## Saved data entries
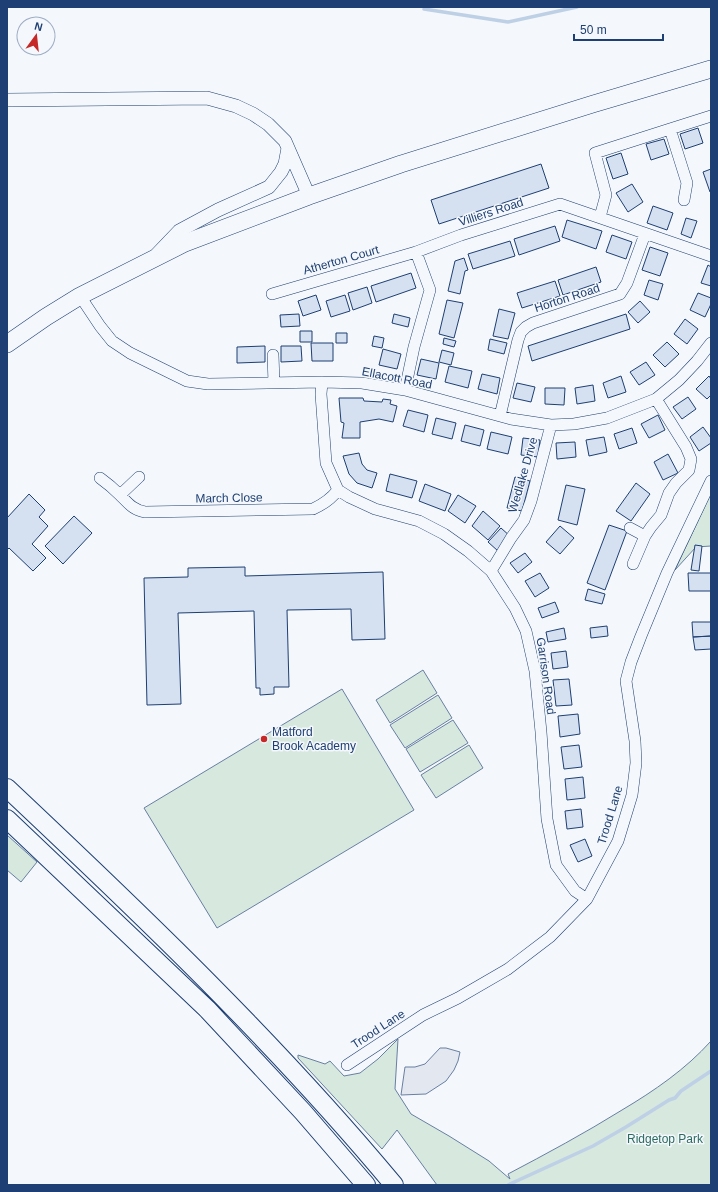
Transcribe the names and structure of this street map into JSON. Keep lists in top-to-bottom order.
{
  "streets": {
    "street": [
      "Villiers Road",
      "Atherton Court",
      "Horton Road",
      "Ellacott Road",
      "Wedlake Drive",
      "March Close",
      "Garrison Road",
      "Trood Lane"
    ]
  },
  "crossings": [
    ["Villiers Road", "Atherton Court"],
    ["Villiers Road", "Horton Road"],
    ["Horton Road", "Ellacott Road"],
    ["Ellacott Road", "Wedlake Drive"],
    ["Wedlake Drive", "Garrison Road"],
    ["March Close", "Garrison Road"],
    ["Garrison Road", "Trood Lane"]
  ],
  "parks": ["Ridgetop Park"],
  "places": ["Matford Brook Academy"],
  "scale_bar": "50 m",
  "north": "top"
}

## Task
Using the records above, output their complete text exactly, minus any images.

## Result
Transcribe the names and structure of this street map into JSON. Keep lists in top-to-bottom order.
{
  "streets": {
    "street": [
      "Villiers Road",
      "Atherton Court",
      "Horton Road",
      "Ellacott Road",
      "Wedlake Drive",
      "March Close",
      "Garrison Road",
      "Trood Lane"
    ]
  },
  "crossings": [
    ["Villiers Road", "Atherton Court"],
    ["Villiers Road", "Horton Road"],
    ["Horton Road", "Ellacott Road"],
    ["Ellacott Road", "Wedlake Drive"],
    ["Wedlake Drive", "Garrison Road"],
    ["March Close", "Garrison Road"],
    ["Garrison Road", "Trood Lane"]
  ],
  "parks": ["Ridgetop Park"],
  "places": ["Matford Brook Academy"],
  "scale_bar": "50 m",
  "north": "top"
}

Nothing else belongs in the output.